The obvious answer, of course, is to stop. However, the hidden answer is the opposite - “so that it can go fast.” The idea being that if you can’t stop, you certainly don’t want to begin gaining speed.
So why do we have “brakes” in our yoga practice? Why do we intentionally move slowly? Why do we sometimes take the less “heating” route? The answer is the same. It gives us control. We move slowly so we can program our bodies to better understand our movement. We move slowly so that our practice is meditative and controlled. We move slowly to protect our joints and ligaments. This slowness is what enables us to speed up, if and when we desire.
Once we’ve built the foundation of calm, precise, intentional movement, we can move through asana at any pace while avoiding injury, misalignment, or improper technique.
Once we’ve gained composure and calm, we can take that mentality into a new class, or off the mat and into our regular fast-paced lives without losing control, or falling victim to stress and anxiety.
Pace is central to any yoga practice, whether we intend it to be or not. Pacing will change the speed of the breath, it will change the way in which we’re thinking, and it will dictate the type of physical experience we have. So we have to think intentionally about pace when designing a yoga practice. Do we want to use our brakes? Or perhaps ease up on them? Either way, here is one of the many entry points teachers can use to discuss pace with students (or that practitioners can use to think about pacing themselves)!
The breath linking the body and mind: Contemplating the relationship between the breath, body, and mind is also a great way to begin thinking about pacing during a yoga practice. This is based on the idea that the pacing of the breath is what guides the mind and body.

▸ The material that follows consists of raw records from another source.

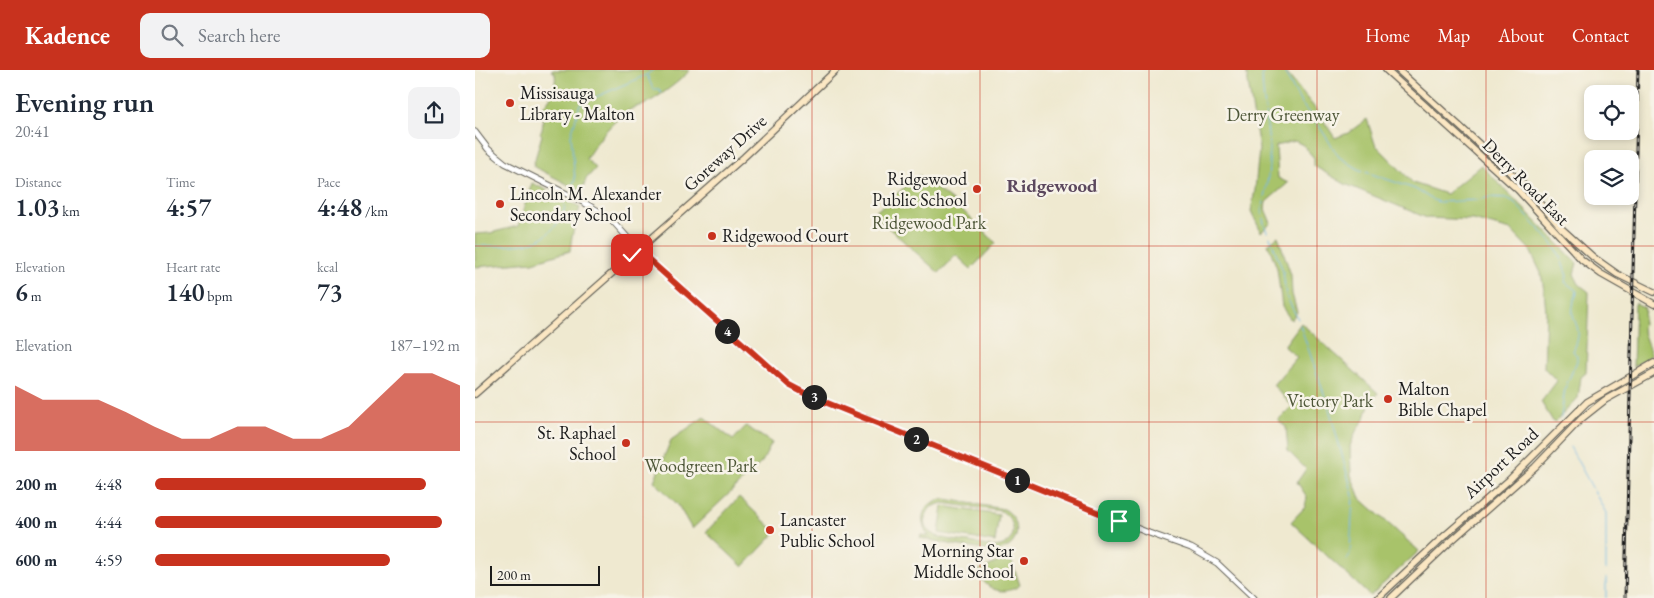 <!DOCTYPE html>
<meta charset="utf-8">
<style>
:root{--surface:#fff;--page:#f2f2f3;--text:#1f2937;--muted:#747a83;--accent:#c8321e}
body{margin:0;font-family:"EB Garamond",serif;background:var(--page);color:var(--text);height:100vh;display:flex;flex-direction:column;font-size:19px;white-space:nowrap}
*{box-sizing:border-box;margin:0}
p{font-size:16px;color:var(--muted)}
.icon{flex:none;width:28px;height:28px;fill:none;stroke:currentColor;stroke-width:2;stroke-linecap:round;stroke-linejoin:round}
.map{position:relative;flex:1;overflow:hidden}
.sheet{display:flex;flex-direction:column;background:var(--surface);width:475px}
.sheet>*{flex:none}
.controls{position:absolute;left:1109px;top:15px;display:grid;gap:10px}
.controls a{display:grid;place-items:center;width:55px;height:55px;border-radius:10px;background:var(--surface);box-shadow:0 2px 8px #0003;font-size:25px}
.scale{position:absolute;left:15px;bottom:12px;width:110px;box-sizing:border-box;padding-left:5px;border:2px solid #1c1c1c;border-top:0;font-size:14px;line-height:18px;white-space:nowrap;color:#1c1c1c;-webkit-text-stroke:4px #f7f3e8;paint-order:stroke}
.pin{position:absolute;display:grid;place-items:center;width:42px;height:42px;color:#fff;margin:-21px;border-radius:10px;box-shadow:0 2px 8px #0006}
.km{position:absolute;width:25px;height:25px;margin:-12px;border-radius:50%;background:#222;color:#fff;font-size:14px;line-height:25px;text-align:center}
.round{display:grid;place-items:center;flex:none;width:52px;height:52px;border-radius:10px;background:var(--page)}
.summary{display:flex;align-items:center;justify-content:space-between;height:85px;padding:0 15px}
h1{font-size:28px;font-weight:600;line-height:38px}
.metrics{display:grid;grid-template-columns:repeat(3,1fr);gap:8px;height:85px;padding:5px 15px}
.metrics div{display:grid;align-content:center}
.metrics b{font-size:25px;font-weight:600}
.metrics small{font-size:14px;font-weight:400}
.metrics p{font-size:14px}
.chart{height:140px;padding:10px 15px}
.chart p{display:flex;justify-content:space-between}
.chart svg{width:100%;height:90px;margin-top:5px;fill:var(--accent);opacity:.7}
ul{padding:0 15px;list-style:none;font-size:16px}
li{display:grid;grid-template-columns:80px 60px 1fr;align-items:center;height:38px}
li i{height:12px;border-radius:6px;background:var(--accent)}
header{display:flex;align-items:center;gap:30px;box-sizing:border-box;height:70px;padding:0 25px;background:var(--accent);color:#fff}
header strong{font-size:24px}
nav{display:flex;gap:28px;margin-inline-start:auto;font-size:18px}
.search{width:350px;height:45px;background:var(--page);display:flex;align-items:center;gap:12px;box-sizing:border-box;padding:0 18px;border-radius:10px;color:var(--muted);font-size:19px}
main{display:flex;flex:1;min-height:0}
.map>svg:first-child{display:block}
.green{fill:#a8c36a;stroke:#627043;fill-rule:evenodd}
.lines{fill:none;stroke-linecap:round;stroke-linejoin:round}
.stream{stroke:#70b7e7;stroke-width:1}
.tertiary-casing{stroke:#66645b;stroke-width:7}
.secondary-casing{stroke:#66645b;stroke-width:8}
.tertiary{stroke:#fff;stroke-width:5}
.secondary{stroke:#fbe7c3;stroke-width:5.5}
.rail-casing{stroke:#1c1c1c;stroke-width:3}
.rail{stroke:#f7f3e8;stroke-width:1;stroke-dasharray:4;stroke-linecap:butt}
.route-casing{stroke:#fff;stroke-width:10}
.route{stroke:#c8321e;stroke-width:6}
.grid{fill:none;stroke:#c8321e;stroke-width:1;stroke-opacity:0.55}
.poi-dot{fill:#c8321e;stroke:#f7f3e8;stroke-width:2}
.labels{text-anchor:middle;stroke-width:5;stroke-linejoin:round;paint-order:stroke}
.poi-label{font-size:18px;fill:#1c1c1c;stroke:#f7f3e8;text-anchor:start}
.park-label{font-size:18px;fill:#4d5637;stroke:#f7f3e8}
.street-label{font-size:18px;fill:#1c1c1c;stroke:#f7f3e8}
.neighbourhood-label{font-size:19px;font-weight:bold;fill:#5c485e;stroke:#f7f3e8}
</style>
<header>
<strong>Kadence</strong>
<div class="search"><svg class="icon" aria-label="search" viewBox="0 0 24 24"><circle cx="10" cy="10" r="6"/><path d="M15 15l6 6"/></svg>Search here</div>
<nav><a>Home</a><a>Map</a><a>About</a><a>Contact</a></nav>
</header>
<main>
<section class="sheet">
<div class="summary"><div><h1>Evening run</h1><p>20:41</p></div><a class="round"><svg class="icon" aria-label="share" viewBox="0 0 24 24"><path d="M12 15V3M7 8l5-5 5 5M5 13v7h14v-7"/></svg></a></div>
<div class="metrics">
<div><p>Distance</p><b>1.03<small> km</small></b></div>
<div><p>Time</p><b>4:57</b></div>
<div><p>Pace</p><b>4:48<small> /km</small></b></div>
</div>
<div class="metrics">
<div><p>Elevation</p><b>6<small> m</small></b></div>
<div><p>Heart rate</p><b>140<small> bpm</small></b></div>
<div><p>kcal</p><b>73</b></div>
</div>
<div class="chart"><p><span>Elevation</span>187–192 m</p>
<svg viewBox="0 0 160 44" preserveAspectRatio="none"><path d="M0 44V12L10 19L20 19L30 19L40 25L50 32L60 38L70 38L80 32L90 32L100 38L110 38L120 32L130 19L140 6L150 6L160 12V44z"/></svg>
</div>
<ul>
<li><b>200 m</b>4:48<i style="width:89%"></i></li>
<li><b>400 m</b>4:44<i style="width:94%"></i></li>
<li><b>600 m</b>4:59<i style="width:77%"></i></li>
</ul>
</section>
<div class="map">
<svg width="1179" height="528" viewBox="0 0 1179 528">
<rect width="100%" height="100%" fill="#f7f3e8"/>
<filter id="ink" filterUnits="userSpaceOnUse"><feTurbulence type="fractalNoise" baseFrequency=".02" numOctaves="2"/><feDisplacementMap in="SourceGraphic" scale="10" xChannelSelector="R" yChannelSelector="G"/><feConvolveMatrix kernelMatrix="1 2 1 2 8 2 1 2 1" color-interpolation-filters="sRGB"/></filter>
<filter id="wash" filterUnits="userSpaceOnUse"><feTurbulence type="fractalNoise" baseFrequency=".0096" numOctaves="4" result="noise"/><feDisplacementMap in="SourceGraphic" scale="20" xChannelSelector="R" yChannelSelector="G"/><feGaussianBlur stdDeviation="1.12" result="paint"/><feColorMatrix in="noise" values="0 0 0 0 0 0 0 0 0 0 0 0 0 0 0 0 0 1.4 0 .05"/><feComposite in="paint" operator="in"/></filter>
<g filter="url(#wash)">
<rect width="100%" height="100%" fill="#efe9d0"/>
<!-- green -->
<g class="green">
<path d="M76 0H215C206 11 182 28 169 35 165 36 161 36 158 38 140 47 121 72 111 89L121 98 111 109 107 122 58 96 67 65 65 63 67 60 68 52 65 39C76 31 82 17 80 3Z"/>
<path d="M771 0H809L843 42 860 68 873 63 892 49 900 74 938 113 971 124 1006 95 1102 193 1099 204 1104 214 1114 222 1111 303 1106 307 1103 328 1079 353 1066 332 1082 311 1069 298 1071 242 1069 220 1066 203 1055 180 1036 160 998 150 952 148 870 114 839 96V88L828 75 820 71 801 76 803 108 813 113 791 132 790 139 796 153 786 162 776 141 780 120 784 79Z"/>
<path d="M444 105 481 134 521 173 496 199 481 185 464 203 398 144Z"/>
<path d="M57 113 105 137 97 166 95 181 58 192 0 197V164L15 163 43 156Z"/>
<path d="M803 166 816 205 817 224 822 242 816 250 807 237 802 198 793 174Z"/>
<path d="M1160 233 1169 237 1170 240 1167 259 1176 284 1172 288 1158 297Z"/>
<path d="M826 253 903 323 894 335 890 348 881 361 875 376 876 405 885 428 944 481 895 526 816 452 830 437 832 427 822 412 831 399 813 381 811 357 803 350 817 336 798 315 822 287 809 276Z"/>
<path d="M229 347 258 370 271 356 297 373 287 392 217 459 203 435 179 411 196 370Z"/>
<path d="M264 427 301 462 268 497 231 462Z"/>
<path d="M470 429 529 439C546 448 547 475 526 480 512 483 462 471 445 468L446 465 454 466C441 450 449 430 470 429ZM467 433 526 441C541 449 544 471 525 476 516 478 504 474 494 472 476 470 433 467 456 437Z"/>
<path d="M468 436 524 445 520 472 464 463Z"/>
<path d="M534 487H535L545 515C529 527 509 520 503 501Z"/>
</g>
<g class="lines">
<!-- stream -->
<g class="stream">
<path d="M787 0C787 38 799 75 792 113 788 135 783 139 792 162"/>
<path d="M808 0 826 33 844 56 864 87 885 100 940 119 958 130 964 132 1002 130 1015 127 1032 128 1039 132 1076 172 1084 184 1092 206 1090 212 1102 221C1102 227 1098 230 1098 236 1095 254 1111 256 1098 281L1102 286V291L1090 318 1086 348"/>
<path d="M788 3 797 0"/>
<path d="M172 5 178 19H184L186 22"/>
<path d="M97 115 100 110 96 65 105 34 171 5 178 0"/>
<path d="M795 167 808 201 811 226 823 249"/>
<path d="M0 176C13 176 48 176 58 172 73 167 88 151 90 135"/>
<path d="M825 255 854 338 878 425 875 484 872 490"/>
<path d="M1095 377 1131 443V500"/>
<path d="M1131 528V508"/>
</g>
</g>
</g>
<g filter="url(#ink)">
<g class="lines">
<!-- tertiary casing -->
<g class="tertiary-casing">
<path id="tertiary" d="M0 62 13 79 30 93 108 132 135 148 169 186 314 315 335 326 611 438 674 463 716 478 742 493 779 528"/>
</g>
<!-- secondary casing -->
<g class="secondary-casing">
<g id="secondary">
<path d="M911 0 1043 120 1107 190 1126 204 1179 234"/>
<path d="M923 0 1048 114 1087 159 1118 187 1142 204 1179 222"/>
<path d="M0 324 269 87 361 0"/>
<path d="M903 528 967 468 1034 410 1112 332 1179 293"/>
<path d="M916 528 975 472 1060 397 1106 349 1130 330 1179 303"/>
</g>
</g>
<!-- tertiary -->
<use href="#tertiary" class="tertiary"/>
<!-- secondary -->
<use href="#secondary" class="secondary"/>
<!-- rail casing -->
<g class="rail-casing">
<path id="rail" d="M1150 528 1163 0"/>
</g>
<!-- rail -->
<use href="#rail" class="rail"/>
</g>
</g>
<g class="lines" filter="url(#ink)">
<!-- route casing -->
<g class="route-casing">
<path id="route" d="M157 185 163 180 314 315 335 326 644 451"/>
</g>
<!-- route -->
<use href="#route" class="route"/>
</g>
<!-- grid -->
<path class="grid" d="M168 0V528M337 0V528M505 0V528M674 0V528M842 0V528M1011 0V528M0 176H1179M0 352H1179"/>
<!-- markers -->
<g class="poi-dot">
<circle cx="35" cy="33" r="5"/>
<circle cx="502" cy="119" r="5"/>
<circle cx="25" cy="134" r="5"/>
<circle cx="237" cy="166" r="5"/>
<circle cx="913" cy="329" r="5"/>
<circle cx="151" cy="373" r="5"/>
<circle cx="295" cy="460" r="5"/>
<circle cx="549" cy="491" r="5"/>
</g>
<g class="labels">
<!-- poi labels -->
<g class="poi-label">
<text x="45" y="29">Missisauga<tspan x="45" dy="21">Library - Malton</tspan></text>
<text x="492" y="115" text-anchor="end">Ridgewood<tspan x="492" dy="21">Public School</tspan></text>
<text x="35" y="130">Lincoln M. Alexander<tspan x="35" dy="21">Secondary School</tspan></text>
<text x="247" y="172">Ridgewood Court</text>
<text x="923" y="325">Malton<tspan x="923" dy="21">Bible Chapel</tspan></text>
<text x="141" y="369" text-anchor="end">St. Raphael<tspan x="141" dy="21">School</tspan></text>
<text x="305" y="456">Lancaster<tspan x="305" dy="21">Public School</tspan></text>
<text x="539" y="487" text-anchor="end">Morning Star<tspan x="539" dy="21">Middle School</tspan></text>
</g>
<!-- park labels -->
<g class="park-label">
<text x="808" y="51">Derry Greenway</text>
<text x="454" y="159">Ridgewood Park</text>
<text x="855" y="337">Victory Park</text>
<text x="226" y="402">Woodgreen Park</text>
</g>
<!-- street labels -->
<g class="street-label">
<text transform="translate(250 83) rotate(-42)" y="6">Goreway Drive</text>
<text transform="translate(1051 112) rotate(45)" y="6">Derry Road East</text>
<text transform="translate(1026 393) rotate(-43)" y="6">Airport Road</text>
</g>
<!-- neighbourhood labels -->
<g class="neighbourhood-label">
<text x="577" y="122">Ridgewood</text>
</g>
</g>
</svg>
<div class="controls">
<a><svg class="icon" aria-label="locate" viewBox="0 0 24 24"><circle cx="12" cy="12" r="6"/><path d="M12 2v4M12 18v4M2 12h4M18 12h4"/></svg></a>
<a><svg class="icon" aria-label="layers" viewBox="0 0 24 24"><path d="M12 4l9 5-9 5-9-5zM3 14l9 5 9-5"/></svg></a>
</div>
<div class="scale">200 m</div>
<div class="pin" style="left:644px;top:451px;background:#1e9e55"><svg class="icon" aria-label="arrive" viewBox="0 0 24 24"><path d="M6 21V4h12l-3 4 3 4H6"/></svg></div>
<div class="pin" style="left:157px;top:185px;background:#d93025"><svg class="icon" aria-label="check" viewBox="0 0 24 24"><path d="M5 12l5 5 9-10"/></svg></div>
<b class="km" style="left:542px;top:410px">1</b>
<b class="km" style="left:441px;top:369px">2</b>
<b class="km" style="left:339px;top:327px">3</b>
<b class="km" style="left:252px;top:261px">4</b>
</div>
</main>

When we breath quickly, our mind will begin to race, and our movements will become more rapid. When we slow the breath, our minds will calm and movements will become fluid and gentle. With this in mind, simply moderating and being conscious of the breath can be an effective way to set the pace for a practice. Do you want a rapid heating flow, a calm meditative flow, or something in-between? Regardless, lead with breath.